▸ Data to use:
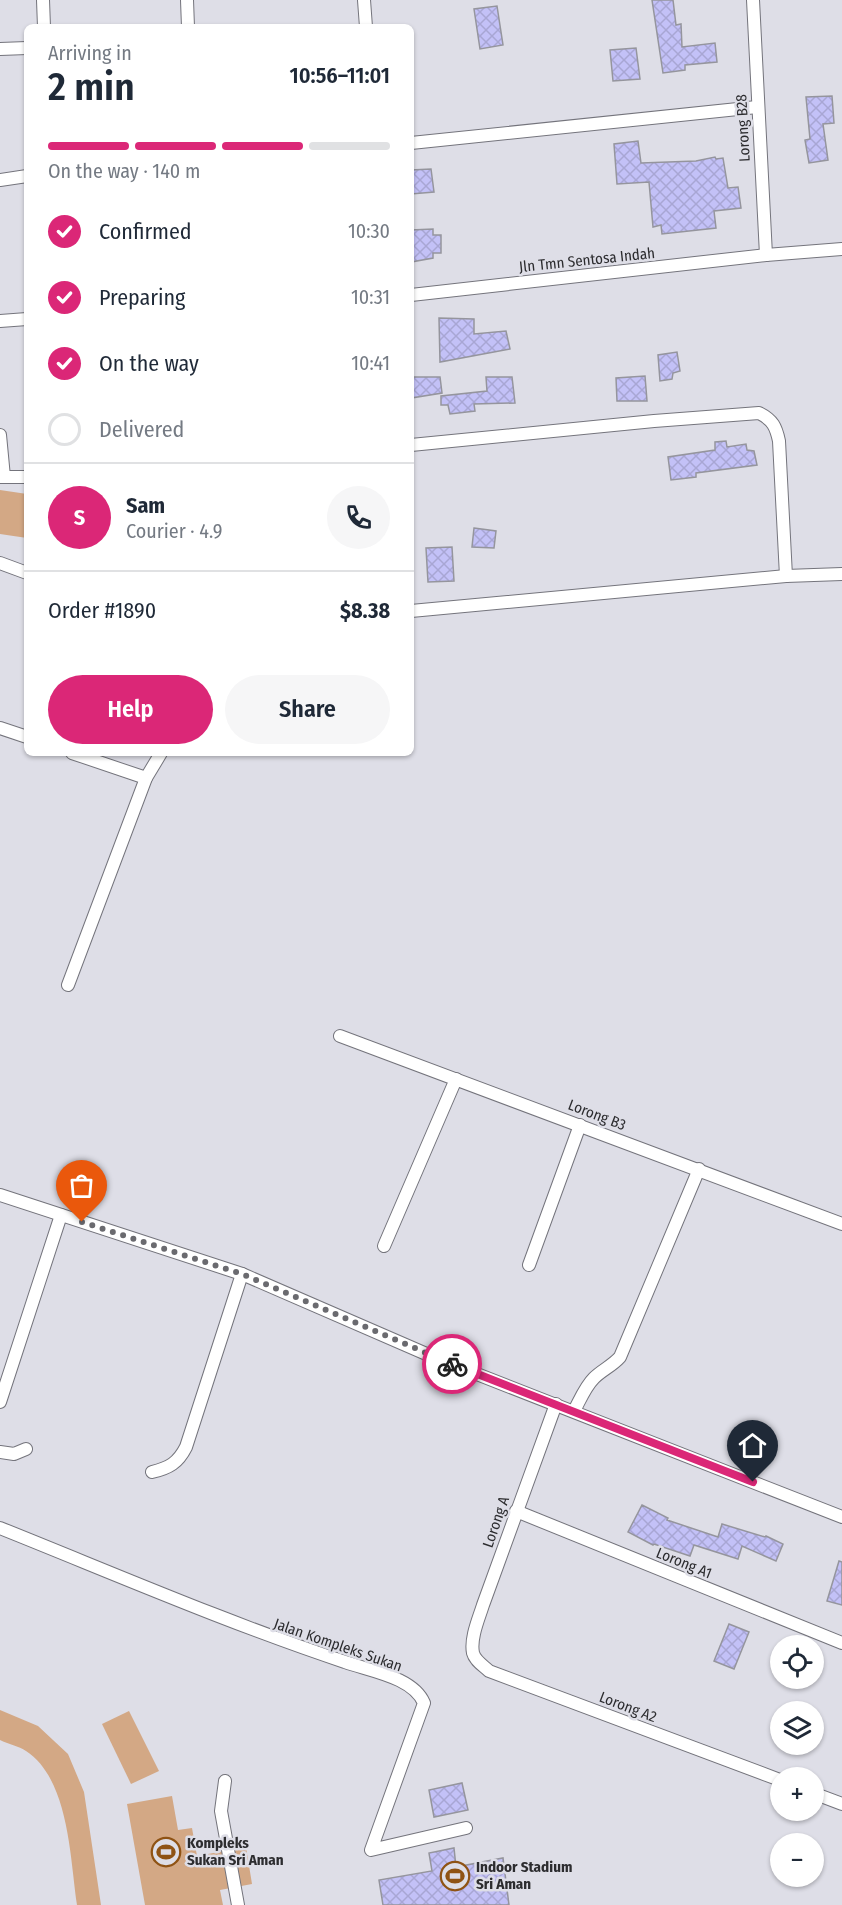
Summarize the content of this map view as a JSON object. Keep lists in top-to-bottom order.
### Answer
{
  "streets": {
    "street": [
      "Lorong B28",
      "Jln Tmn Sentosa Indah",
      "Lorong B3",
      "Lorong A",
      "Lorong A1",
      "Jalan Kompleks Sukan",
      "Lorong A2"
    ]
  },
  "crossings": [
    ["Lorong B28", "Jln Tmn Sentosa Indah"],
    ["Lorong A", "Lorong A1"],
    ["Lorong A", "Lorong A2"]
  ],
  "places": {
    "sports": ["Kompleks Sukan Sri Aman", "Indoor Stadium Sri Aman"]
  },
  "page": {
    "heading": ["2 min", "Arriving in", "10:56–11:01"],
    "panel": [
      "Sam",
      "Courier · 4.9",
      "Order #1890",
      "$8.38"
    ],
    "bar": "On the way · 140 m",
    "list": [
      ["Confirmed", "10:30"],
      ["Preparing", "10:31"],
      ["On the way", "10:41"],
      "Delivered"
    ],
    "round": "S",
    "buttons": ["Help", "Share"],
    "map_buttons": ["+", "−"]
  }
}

▸ Task to carry out: Every line containing the word "Sukan" must be copied from the material above.

▸ Exercise solution:
      "Jalan Kompleks Sukan",
    "sports": ["Kompleks Sukan Sri Aman", "Indoor Stadium Sri Aman"]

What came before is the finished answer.